All forms of collectivism are pyramid schemes, to be sustained, everybody must be in the game – all the way from top to bottom. The folks at the top must have the productivity of the folks at the bottom to keep their positions, status, and fortunes. Where collectivism differs from a multi-level marketing scheme is that the MLM scheme is voluntary – in collectivism, no matter what it is called, membership is coercive and mandatory.
But I do think it is possible that the left openly going after American kids will be the beginning of the end.
Adult Americans will put up with a lot when it rains down on them, but they always draw the line at their kids. It is the natural instinct of mammals, particularly human mammals, to protect their young.
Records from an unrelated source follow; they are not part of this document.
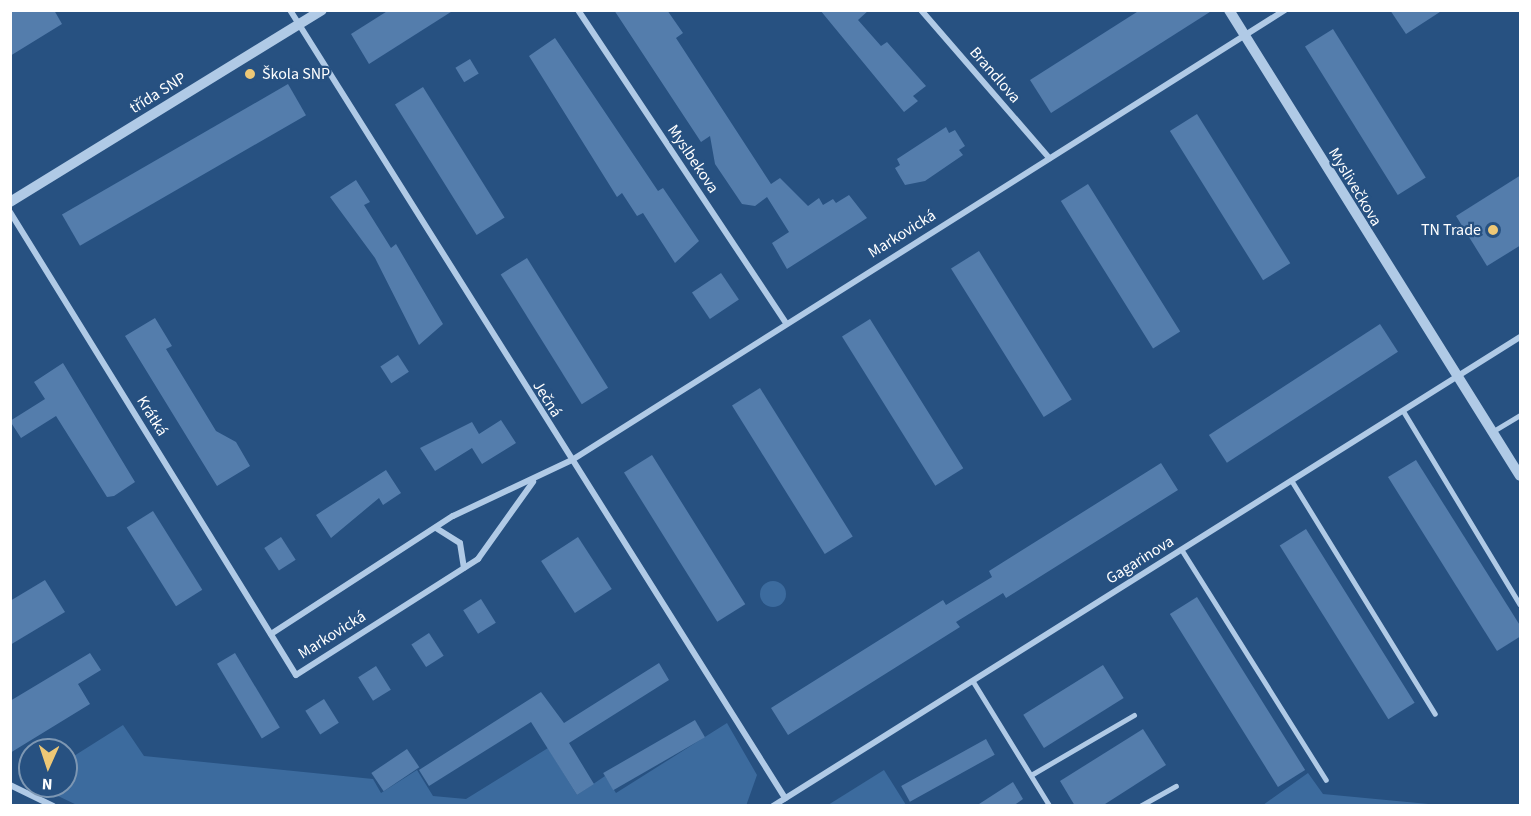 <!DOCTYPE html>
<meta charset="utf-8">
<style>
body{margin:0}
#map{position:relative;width:1531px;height:816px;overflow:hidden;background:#275181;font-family:"Source Sans 3",sans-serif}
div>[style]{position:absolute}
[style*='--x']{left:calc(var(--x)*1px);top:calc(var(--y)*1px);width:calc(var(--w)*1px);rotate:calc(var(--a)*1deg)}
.green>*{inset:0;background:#3c6b9e}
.round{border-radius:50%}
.building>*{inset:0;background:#547dac;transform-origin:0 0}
.service>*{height:4.5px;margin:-2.25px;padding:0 2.25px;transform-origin:2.25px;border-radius:2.25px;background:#b0cae6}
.minor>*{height:6px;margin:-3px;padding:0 3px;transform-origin:3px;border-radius:3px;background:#b0cae6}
.tertiary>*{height:10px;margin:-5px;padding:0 5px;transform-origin:5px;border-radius:5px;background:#b0cae6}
.dots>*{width:16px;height:16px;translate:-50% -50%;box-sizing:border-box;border:3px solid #275181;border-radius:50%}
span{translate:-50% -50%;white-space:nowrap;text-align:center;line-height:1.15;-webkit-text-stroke:4.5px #275181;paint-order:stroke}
.poi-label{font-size:16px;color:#fff}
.left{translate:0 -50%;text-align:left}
.right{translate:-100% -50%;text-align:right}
.street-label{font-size:16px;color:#fff}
.frame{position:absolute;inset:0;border:12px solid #fff;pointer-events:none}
.north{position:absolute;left:18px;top:738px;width:60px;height:60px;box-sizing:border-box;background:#275181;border:2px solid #7d97b3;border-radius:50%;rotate:183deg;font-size:16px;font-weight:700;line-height:24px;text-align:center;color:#fff}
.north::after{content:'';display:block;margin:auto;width:21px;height:27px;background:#eec876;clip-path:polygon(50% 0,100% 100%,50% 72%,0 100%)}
</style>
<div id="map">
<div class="green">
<div class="round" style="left:760px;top:581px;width:26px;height:26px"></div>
<div style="clip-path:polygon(727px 723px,757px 775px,746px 806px,79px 806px,37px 786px,66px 786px,66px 761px,123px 725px,144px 756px,373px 779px,381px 793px,417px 770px,433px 796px,466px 799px,548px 748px,577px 795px,605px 776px,616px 793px)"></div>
<div style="clip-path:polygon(884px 770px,906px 805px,828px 805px)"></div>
<div style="clip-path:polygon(1308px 773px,1323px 794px,1439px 805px,1263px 805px)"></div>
</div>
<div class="building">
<div style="clip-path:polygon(10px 10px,54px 10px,62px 24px,10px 56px)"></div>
<div style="clip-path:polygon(389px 10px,454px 10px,369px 64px,351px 34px)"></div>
<div style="clip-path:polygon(614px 10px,667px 10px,683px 33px,676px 38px,771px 184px,780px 178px,808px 206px,819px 198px,823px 205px,833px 199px,836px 203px,849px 195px,867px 218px,787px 269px,772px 243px,789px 232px,767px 197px,755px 206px,742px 204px,715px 164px,710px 136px,701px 142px)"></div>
<div style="clip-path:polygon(820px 10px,869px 10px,858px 20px,881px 46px,887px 42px,926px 86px,913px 96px,918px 101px,904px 112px)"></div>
<div style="clip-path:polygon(1140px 10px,1213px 10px,1051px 113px,1030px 80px)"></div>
<div style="clip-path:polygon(1390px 10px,1443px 10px,1406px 34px)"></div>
<div style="left:1333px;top:29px;width:175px;height:33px;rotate:58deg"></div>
<div style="clip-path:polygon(555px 38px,658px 191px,663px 188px,699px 241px,675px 263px,643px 213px,637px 216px,622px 193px,617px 197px,529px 56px)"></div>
<div style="left:470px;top:59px;width:17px;height:17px;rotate:59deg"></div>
<div style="left:288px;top:84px;width:36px;height:261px;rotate:60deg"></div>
<div style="left:423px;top:87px;width:154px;height:33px;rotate:58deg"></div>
<div style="left:1197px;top:114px;width:176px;height:32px;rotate:58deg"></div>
<div style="clip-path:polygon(946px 127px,949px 133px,955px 130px,965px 146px,959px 150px,963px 155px,925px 181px,905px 185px,895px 168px,900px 165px,897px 159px)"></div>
<div style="clip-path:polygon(1521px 175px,1521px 245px,1487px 266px,1456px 216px)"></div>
<div style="clip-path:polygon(356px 180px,370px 202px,364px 205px,391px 248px,396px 244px,443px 324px,419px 345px,375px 258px,330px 197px)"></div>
<div style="left:1088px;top:184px;width:174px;height:32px;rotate:58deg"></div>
<div style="left:979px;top:251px;width:175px;height:33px;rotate:58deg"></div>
<div style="left:527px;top:258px;width:153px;height:31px;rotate:58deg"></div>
<div style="left:721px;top:273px;width:32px;height:35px;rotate:56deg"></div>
<div style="clip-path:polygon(155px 318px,172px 346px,166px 349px,216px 431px,236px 442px,250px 466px,217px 486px,125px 336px)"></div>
<div style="left:870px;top:319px;width:176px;height:33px;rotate:58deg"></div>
<div style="left:1380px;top:324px;width:33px;height:204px;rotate:57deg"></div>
<div style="left:398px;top:355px;width:20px;height:21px;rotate:57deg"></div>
<div style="clip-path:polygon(63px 363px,135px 482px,114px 496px,107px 497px,56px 416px,21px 438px,10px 421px,45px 399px,34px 382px)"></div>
<div style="left:760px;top:388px;width:175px;height:33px;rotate:58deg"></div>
<div style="clip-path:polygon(501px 420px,516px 443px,482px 464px,472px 448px,435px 471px,420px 448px,472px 422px,479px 434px)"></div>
<div style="left:652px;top:455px;width:176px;height:33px;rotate:58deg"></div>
<div style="clip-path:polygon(1416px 460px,1521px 627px,1521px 636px,1497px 651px,1388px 477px)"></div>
<div style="clip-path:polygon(1161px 463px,1178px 490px,1006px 598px,1003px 593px,956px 622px,960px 627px,788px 735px,771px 708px,943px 600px,946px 605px,992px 577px,989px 571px)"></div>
<div style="clip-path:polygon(386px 470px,401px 493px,383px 505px,379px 498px,331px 538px,316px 515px)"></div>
<div style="left:153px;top:511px;width:93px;height:31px;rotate:58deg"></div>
<div style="left:1306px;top:529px;width:205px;height:31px;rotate:58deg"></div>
<div style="left:281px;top:537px;width:27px;height:20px;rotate:57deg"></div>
<div style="left:578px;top:537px;width:62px;height:44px;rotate:57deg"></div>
<div style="clip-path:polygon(45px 580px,65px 612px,10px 645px,10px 601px)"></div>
<div style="left:1197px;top:597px;width:204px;height:32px;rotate:58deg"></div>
<div style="left:481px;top:599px;width:28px;height:21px;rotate:58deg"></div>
<div style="left:429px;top:633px;width:27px;height:21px;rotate:57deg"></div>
<div style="clip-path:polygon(90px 653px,101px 670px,78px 684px,90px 704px,10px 753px,10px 701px)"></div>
<div style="left:235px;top:653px;width:87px;height:21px;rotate:59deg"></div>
<div style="clip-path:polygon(659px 663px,669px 680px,569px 743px,594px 784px,577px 795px,531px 722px,429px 786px,419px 770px,541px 692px,564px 723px)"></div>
<div style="left:1103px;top:665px;width:39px;height:94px;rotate:58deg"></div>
<div style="left:376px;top:666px;width:28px;height:21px;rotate:58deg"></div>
<div style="left:324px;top:699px;width:28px;height:22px;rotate:58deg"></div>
<div style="left:695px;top:720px;width:20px;height:106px;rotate:60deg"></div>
<div style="clip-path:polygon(1143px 729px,1166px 765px,1102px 806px,1075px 806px,1060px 781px)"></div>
<div style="left:986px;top:739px;width:18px;height:97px;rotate:61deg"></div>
<div style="left:407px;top:749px;width:22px;height:43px;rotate:56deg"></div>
<div style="clip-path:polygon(1013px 782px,1023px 799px,1013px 806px,976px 806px)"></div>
</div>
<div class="service">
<div style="--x:1404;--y:412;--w:224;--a:58.9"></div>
<div style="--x:1492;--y:432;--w:33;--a:-31"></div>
<div style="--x:1292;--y:481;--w:273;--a:58.4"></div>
<div style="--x:1182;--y:550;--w:271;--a:57.9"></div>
<div style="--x:973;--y:681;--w:147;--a:58.4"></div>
<div style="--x:1031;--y:775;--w:119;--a:-30.2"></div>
<div style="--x:1140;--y:806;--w:41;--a:-29.1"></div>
</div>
<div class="minor">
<div style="--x:290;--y:10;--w:931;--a:57.86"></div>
<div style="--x:578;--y:10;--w:376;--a:56.4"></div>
<div style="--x:921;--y:10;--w:196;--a:49.1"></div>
<div style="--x:10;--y:212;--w:544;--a:58.3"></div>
<div style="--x:296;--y:675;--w:216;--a:-32.5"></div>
<div style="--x:478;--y:559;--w:95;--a:-54.5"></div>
<div style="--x:436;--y:528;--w:28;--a:32"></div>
<div style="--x:460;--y:543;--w:25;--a:81"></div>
<div style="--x:271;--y:634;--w:217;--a:-33"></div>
<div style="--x:453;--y:516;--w:132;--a:-25.2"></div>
<div style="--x:572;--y:460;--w:843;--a:-32.26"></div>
<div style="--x:10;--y:785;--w:48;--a:26"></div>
<div style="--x:773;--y:806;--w:882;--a:-32.12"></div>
</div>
<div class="tertiary">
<div style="--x:1229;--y:10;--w:549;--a:58.02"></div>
<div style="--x:10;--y:202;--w:366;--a:-31.6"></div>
</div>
<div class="dots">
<div style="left:250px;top:74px;background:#eec876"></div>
<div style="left:1493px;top:230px;background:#eec876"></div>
</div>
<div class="poi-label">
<span class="left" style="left:262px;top:74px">Škola SNP</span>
<span class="right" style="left:1481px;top:230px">TN Trade</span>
</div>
<div class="street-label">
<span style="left:995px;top:75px;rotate:49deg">Brandlova</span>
<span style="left:158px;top:93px;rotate:-32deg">třída SNP</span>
<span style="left:693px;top:159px;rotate:56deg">Myslbekova</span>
<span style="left:1355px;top:187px;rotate:59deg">Myslivečkova</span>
<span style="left:902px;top:234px;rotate:-32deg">Markovická</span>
<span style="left:547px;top:399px;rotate:58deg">Ječná</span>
<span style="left:152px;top:416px;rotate:58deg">Krátká</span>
<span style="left:1140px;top:560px;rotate:-32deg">Gagarinova</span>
<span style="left:332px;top:635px;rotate:-32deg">Markovická</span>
</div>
<div class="frame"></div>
<div class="north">N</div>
</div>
Jefferson did note the enduring patience of the American people, but he also contemplated there would come a breaking point, stating:
“But when a long train of abuses and usurpations, pursuing invariably the same Object evinces a design to reduce them under absolute Despotism, it is their right, it is their duty, to throw off such Government, and to provide new Guards for their future security.”
Jefferson’s long train of abuses has made a number of stops to take on coal and water along the way but that journey is almost at an end.
That wailing sound you hear isn’t just the mournful lament of the wounded neoliberal, it is the whistle of the proverbial "long train" pulling into the station.